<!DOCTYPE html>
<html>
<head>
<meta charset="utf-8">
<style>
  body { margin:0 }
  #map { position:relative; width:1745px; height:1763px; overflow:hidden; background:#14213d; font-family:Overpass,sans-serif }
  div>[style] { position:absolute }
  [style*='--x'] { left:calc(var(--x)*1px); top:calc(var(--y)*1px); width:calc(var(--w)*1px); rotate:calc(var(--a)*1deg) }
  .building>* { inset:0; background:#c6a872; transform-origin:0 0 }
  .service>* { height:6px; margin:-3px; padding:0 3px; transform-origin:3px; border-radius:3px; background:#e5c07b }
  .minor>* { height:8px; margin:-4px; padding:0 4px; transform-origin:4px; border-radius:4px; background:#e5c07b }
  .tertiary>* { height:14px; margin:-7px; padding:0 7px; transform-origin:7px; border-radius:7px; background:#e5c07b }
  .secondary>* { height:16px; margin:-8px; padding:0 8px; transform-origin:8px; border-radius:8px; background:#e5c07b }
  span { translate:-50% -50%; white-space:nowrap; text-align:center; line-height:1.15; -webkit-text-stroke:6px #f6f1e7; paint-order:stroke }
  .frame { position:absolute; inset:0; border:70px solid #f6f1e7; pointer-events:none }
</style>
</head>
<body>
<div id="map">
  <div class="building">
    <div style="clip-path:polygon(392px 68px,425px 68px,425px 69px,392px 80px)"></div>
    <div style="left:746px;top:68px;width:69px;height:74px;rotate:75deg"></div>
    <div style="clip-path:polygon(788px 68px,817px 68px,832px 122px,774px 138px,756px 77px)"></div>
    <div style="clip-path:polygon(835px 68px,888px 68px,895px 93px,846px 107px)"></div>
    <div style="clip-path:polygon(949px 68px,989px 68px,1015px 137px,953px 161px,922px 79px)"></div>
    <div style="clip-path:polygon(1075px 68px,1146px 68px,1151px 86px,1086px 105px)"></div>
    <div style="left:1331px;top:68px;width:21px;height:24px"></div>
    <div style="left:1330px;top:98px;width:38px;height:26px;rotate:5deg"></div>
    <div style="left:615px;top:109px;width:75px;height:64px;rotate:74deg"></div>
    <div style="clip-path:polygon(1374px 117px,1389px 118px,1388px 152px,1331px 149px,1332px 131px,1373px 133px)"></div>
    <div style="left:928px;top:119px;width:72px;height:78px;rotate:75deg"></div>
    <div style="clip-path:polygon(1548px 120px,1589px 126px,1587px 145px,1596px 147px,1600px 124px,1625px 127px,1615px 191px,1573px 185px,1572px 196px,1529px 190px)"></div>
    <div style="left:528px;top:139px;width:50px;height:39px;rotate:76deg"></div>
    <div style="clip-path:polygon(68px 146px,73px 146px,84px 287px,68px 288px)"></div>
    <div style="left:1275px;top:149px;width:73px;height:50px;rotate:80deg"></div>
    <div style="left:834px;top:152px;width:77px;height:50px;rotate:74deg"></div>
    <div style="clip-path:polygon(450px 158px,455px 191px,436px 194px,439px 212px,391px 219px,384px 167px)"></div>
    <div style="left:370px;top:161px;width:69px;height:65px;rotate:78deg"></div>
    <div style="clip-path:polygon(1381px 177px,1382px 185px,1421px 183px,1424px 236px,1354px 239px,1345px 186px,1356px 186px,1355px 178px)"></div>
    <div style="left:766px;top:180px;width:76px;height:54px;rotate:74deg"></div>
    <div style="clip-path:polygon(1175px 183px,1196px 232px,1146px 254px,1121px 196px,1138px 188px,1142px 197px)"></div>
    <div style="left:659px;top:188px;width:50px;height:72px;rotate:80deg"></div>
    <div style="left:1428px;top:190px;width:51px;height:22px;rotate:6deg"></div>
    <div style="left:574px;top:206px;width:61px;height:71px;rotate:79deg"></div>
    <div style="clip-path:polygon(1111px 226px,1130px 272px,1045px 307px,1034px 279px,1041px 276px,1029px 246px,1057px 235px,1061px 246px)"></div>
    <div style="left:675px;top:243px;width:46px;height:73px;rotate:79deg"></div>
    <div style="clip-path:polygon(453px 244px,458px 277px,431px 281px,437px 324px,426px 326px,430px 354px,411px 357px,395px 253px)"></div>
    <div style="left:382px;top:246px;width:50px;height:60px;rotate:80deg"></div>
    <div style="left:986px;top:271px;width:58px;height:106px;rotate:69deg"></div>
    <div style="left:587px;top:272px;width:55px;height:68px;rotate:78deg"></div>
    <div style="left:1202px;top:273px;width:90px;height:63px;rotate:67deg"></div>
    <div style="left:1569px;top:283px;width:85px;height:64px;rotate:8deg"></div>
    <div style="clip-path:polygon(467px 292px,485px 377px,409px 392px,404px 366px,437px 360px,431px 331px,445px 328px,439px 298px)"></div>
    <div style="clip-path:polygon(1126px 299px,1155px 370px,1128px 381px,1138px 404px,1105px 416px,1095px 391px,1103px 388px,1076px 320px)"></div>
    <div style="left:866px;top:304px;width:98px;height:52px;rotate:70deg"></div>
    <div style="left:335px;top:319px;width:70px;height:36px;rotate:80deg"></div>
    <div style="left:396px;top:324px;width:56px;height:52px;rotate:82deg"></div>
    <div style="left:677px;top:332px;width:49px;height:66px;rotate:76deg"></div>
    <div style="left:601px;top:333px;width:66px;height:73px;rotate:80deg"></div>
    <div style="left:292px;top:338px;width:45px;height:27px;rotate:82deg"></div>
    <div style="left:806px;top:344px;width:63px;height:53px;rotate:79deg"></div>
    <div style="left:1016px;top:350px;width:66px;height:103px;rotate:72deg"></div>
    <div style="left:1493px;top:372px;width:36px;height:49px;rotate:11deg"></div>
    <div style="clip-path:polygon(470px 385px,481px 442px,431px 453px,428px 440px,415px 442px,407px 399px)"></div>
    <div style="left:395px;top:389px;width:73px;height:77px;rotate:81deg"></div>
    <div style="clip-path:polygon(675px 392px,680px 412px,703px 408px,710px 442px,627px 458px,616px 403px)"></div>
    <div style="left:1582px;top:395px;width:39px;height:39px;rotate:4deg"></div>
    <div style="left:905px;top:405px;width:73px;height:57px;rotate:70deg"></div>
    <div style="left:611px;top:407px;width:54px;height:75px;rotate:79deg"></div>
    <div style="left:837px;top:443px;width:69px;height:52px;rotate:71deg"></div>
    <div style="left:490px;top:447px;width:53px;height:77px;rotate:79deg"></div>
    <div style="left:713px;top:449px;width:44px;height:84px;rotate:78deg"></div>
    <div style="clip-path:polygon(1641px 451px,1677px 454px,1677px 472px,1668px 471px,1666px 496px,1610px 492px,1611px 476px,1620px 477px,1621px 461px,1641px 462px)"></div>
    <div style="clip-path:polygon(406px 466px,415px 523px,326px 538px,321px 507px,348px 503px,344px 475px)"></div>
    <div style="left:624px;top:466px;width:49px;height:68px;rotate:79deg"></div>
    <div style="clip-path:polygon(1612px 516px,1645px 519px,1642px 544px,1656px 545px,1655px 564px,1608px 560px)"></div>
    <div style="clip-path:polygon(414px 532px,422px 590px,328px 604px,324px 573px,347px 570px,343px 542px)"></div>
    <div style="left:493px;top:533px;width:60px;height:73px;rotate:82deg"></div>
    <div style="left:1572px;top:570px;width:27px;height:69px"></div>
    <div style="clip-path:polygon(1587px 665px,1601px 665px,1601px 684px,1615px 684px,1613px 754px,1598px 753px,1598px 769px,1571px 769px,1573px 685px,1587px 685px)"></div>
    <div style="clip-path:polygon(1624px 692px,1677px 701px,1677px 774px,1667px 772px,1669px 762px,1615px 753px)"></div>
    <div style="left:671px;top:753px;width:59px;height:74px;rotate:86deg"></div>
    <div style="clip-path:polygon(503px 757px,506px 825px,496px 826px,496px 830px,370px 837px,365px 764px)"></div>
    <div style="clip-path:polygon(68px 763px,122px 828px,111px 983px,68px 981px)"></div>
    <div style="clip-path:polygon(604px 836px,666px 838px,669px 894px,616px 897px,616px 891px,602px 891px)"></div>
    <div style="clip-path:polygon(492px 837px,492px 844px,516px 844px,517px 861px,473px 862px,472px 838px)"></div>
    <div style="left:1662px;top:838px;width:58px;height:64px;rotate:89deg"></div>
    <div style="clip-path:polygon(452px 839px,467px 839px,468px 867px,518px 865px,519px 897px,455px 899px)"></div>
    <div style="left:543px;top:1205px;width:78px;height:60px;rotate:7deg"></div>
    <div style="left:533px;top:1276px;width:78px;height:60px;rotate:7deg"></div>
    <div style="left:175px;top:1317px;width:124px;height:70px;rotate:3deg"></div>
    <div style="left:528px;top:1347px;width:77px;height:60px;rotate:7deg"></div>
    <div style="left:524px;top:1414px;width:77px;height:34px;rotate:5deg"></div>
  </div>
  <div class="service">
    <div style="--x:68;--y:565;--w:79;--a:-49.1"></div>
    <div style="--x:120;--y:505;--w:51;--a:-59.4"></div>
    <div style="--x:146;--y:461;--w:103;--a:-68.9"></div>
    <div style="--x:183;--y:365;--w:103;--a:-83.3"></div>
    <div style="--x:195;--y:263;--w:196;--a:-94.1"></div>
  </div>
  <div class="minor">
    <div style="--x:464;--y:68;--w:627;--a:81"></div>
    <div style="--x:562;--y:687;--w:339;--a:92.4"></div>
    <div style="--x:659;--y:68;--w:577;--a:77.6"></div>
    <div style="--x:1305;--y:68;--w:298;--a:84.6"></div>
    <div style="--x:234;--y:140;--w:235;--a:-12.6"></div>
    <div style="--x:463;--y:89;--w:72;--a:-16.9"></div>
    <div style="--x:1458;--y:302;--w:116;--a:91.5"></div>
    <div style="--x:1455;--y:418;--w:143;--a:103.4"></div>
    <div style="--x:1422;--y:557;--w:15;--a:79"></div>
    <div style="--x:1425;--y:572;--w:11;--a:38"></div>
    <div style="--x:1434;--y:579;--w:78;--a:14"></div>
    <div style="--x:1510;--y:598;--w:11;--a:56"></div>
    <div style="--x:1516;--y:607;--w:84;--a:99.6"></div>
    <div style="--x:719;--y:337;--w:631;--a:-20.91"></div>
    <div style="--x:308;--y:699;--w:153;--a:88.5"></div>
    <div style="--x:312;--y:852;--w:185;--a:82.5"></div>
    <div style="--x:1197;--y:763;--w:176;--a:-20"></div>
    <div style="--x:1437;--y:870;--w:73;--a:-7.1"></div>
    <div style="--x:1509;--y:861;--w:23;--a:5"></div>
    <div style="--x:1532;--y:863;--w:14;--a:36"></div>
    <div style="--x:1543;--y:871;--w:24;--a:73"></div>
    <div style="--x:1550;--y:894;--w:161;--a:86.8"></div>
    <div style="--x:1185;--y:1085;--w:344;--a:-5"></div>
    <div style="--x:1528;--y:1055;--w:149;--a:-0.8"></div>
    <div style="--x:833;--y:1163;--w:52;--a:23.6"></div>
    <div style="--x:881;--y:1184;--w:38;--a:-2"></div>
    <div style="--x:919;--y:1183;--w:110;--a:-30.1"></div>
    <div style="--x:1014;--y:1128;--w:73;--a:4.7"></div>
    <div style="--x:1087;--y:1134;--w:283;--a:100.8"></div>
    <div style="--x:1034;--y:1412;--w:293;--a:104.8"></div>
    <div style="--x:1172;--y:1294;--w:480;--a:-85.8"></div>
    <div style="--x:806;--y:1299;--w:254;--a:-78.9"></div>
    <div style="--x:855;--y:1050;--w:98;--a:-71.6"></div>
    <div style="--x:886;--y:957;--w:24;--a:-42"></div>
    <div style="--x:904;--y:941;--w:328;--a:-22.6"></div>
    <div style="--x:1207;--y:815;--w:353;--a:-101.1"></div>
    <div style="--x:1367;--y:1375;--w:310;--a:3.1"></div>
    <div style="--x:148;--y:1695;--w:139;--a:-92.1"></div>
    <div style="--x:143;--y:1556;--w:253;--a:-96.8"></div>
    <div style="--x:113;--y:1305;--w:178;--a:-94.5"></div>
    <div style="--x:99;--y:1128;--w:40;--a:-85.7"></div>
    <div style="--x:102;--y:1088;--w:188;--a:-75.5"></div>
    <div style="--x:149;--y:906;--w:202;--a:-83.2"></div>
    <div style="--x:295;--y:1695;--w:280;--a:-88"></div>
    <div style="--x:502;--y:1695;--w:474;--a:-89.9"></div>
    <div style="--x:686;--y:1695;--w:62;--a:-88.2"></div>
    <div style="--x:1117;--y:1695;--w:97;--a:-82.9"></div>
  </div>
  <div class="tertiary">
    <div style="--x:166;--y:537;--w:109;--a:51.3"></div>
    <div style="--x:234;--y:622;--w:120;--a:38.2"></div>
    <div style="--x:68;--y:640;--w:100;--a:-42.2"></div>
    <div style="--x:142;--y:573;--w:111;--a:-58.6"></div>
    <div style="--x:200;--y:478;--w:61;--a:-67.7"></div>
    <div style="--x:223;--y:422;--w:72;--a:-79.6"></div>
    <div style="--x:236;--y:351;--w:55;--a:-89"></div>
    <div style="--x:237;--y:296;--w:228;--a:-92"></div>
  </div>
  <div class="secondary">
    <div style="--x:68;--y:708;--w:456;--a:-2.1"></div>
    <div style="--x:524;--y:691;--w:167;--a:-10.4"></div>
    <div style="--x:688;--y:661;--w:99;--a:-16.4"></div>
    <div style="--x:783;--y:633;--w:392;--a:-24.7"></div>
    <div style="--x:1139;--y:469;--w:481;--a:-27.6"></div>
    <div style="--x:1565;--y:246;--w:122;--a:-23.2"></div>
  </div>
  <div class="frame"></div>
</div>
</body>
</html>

════════

_Task instructions_
Reproduce exactly the lines that run from the start of the records to the line with "height:6px; margin:-3px; padding:0", both included.

_Task output_
<!DOCTYPE html>
<html>
<head>
<meta charset="utf-8">
<style>
  body { margin:0 }
  #map { position:relative; width:1745px; height:1763px; overflow:hidden; background:#14213d; font-family:Overpass,sans-serif }
  div>[style] { position:absolute }
  [style*='--x'] { left:calc(var(--x)*1px); top:calc(var(--y)*1px); width:calc(var(--w)*1px); rotate:calc(var(--a)*1deg) }
  .building>* { inset:0; background:#c6a872; transform-origin:0 0 }
  .service>* { height:6px; margin:-3px; padding:0 3px; transform-origin:3px; border-radius:3px; background:#e5c07b }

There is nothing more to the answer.